* [MATERIAL FOR THIS TASK]:
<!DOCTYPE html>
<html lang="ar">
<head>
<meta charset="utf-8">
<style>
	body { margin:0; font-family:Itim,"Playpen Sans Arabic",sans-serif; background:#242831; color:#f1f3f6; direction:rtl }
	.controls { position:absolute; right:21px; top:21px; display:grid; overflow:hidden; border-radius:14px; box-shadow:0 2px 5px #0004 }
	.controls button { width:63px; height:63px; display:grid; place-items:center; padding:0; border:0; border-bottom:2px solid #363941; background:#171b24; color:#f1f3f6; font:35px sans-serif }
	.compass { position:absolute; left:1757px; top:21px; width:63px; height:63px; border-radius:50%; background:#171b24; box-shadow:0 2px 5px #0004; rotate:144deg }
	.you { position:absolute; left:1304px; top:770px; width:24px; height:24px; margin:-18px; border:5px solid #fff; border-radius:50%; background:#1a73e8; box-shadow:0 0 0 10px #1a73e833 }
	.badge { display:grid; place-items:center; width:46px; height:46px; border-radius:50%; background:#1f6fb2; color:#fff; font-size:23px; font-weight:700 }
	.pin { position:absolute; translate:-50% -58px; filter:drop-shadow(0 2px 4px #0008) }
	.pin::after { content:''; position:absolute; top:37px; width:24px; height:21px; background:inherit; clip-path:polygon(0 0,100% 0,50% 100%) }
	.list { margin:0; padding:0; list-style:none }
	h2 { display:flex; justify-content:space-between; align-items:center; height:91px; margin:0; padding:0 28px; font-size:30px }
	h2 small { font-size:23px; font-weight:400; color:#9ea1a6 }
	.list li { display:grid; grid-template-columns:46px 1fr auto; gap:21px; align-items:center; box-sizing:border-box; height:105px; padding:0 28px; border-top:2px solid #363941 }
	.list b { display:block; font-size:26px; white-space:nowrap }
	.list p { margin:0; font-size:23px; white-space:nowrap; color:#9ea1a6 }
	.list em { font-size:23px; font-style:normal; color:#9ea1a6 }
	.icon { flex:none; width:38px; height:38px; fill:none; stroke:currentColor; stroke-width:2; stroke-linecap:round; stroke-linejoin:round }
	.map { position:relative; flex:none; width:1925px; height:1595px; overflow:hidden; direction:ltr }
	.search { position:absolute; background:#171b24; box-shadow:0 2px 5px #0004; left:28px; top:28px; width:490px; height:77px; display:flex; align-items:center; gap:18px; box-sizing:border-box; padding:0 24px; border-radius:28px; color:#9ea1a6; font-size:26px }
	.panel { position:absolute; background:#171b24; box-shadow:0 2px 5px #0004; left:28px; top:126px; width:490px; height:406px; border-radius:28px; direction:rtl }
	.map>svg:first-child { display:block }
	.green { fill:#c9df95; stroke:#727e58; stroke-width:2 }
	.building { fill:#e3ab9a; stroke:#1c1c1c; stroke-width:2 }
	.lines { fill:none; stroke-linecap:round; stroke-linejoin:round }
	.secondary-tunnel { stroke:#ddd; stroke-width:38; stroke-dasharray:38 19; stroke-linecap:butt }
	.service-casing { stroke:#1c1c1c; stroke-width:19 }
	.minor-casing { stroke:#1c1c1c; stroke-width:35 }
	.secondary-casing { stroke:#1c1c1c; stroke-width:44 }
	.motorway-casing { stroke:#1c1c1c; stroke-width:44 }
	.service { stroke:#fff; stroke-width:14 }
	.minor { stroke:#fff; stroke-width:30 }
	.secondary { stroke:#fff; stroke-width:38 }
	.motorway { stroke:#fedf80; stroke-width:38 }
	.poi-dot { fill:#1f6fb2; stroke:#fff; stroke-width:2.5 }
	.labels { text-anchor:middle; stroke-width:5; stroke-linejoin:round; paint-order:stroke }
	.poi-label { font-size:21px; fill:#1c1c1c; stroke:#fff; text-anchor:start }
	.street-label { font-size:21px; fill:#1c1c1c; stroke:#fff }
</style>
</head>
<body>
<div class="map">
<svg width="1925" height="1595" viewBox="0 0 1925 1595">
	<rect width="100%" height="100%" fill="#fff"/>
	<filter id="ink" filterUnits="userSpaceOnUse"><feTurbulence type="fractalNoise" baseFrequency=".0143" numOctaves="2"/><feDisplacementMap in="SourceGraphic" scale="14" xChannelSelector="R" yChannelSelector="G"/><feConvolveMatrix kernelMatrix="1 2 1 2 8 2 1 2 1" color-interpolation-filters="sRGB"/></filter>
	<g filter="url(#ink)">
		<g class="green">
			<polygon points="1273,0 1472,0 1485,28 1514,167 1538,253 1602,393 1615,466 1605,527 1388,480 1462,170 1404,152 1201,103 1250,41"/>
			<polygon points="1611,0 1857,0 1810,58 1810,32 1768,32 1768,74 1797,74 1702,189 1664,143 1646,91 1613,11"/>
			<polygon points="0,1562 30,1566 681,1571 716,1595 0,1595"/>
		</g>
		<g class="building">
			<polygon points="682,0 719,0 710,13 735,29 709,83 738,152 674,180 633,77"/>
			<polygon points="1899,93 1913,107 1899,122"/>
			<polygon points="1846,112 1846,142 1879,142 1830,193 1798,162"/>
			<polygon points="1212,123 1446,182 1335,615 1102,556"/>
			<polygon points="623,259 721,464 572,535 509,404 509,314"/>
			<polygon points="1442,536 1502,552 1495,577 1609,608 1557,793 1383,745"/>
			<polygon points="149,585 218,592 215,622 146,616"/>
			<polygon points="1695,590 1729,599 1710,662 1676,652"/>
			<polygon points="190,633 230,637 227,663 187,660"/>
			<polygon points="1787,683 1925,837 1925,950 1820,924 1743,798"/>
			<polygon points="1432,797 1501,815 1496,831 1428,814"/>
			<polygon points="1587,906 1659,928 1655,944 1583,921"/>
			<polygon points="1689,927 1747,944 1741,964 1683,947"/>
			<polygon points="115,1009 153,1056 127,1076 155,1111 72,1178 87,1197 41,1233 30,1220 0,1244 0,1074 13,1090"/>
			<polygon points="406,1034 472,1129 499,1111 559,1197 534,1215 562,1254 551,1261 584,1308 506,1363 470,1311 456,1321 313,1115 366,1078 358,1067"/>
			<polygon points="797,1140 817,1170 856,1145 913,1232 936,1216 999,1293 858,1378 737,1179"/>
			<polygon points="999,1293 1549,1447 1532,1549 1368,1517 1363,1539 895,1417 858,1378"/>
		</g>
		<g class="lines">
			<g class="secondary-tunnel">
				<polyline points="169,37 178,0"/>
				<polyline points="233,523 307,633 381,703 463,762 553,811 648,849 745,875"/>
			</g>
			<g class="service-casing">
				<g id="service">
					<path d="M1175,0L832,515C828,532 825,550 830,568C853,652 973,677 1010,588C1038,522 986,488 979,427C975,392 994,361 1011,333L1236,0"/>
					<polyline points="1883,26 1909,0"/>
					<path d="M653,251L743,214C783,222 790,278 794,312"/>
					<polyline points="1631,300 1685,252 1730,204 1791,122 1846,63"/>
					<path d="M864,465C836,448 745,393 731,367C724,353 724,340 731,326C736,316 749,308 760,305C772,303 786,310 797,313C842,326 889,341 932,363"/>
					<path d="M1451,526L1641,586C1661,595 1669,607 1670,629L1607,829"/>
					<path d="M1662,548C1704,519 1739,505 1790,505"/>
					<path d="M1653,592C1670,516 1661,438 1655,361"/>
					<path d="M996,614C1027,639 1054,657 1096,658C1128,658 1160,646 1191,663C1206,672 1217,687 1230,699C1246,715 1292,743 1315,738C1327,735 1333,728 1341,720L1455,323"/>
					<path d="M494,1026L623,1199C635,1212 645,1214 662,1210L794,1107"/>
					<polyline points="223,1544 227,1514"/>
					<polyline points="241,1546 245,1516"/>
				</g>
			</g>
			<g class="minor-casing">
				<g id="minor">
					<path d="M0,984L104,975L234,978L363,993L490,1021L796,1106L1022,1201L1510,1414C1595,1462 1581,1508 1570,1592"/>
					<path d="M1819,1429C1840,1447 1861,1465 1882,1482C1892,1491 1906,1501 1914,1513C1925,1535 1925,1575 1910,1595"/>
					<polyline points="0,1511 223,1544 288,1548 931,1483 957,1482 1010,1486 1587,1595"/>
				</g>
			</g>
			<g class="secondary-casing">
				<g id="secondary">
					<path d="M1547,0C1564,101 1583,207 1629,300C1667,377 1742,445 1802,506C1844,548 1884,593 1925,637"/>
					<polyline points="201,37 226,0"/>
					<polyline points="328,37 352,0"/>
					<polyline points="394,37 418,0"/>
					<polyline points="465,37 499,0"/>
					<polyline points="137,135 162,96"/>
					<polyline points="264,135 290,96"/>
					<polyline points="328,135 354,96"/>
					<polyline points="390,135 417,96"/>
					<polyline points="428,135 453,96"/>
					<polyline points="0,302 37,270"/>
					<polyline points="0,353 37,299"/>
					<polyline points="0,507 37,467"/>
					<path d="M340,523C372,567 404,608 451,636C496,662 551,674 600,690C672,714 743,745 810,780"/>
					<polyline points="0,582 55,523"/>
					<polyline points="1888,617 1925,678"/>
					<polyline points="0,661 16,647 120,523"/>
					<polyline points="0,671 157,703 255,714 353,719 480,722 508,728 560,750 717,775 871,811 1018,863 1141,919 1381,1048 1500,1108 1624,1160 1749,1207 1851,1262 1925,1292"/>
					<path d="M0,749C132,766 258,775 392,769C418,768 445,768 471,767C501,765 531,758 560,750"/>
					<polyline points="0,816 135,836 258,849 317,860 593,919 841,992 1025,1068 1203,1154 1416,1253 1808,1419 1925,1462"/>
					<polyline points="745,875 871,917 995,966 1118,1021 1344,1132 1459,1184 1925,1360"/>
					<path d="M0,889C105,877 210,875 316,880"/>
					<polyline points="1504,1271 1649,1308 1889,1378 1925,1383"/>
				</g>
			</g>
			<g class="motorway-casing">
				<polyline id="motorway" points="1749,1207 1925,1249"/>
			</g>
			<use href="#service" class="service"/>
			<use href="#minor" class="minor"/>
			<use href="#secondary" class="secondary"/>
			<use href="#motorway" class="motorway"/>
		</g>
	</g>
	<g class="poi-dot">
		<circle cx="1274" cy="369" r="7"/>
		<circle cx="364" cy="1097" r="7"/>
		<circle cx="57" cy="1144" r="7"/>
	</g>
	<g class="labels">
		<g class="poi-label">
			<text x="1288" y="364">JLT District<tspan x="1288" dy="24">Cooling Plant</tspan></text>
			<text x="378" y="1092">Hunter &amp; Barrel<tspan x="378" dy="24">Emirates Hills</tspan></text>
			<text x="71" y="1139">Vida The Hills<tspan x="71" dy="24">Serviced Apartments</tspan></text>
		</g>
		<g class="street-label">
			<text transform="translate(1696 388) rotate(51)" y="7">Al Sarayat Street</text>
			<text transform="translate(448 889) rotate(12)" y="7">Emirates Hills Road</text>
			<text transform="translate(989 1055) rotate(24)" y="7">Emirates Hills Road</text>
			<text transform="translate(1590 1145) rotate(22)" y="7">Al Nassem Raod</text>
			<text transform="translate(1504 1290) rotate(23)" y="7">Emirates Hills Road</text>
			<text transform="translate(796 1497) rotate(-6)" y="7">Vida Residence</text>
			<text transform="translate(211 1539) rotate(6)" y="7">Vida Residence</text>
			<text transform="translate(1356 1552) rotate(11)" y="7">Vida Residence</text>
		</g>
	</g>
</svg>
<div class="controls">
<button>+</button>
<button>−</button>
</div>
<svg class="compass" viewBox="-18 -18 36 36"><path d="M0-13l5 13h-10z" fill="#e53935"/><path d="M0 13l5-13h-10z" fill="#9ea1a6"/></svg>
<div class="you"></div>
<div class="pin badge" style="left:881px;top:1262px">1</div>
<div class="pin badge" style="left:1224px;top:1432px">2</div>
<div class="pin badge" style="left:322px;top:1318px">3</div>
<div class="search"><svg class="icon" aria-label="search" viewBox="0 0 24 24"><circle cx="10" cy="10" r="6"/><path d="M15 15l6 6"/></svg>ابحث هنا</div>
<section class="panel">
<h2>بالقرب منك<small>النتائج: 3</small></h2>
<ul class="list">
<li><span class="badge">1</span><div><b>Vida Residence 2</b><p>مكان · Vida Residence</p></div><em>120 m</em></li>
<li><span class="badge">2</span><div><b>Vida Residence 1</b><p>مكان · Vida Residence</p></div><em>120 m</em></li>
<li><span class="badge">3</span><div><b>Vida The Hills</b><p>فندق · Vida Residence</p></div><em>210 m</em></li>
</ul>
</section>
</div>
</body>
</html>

* [PROBLEM TO WORK ON]: If a line falls between the first line of the data above and the line holding "content:''; position:absolute; top:37px;", inclusive, retype it exactly; retype no other line.

* [OUTPUT]:
<!DOCTYPE html>
<html lang="ar">
<head>
<meta charset="utf-8">
<style>
	body { margin:0; font-family:Itim,"Playpen Sans Arabic",sans-serif; background:#242831; color:#f1f3f6; direction:rtl }
	.controls { position:absolute; right:21px; top:21px; display:grid; overflow:hidden; border-radius:14px; box-shadow:0 2px 5px #0004 }
	.controls button { width:63px; height:63px; display:grid; place-items:center; padding:0; border:0; border-bottom:2px solid #363941; background:#171b24; color:#f1f3f6; font:35px sans-serif }
	.compass { position:absolute; left:1757px; top:21px; width:63px; height:63px; border-radius:50%; background:#171b24; box-shadow:0 2px 5px #0004; rotate:144deg }
	.you { position:absolute; left:1304px; top:770px; width:24px; height:24px; margin:-18px; border:5px solid #fff; border-radius:50%; background:#1a73e8; box-shadow:0 0 0 10px #1a73e833 }
	.badge { display:grid; place-items:center; width:46px; height:46px; border-radius:50%; background:#1f6fb2; color:#fff; font-size:23px; font-weight:700 }
	.pin { position:absolute; translate:-50% -58px; filter:drop-shadow(0 2px 4px #0008) }
	.pin::after { content:''; position:absolute; top:37px; width:24px; height:21px; background:inherit; clip-path:polygon(0 0,100% 0,50% 100%) }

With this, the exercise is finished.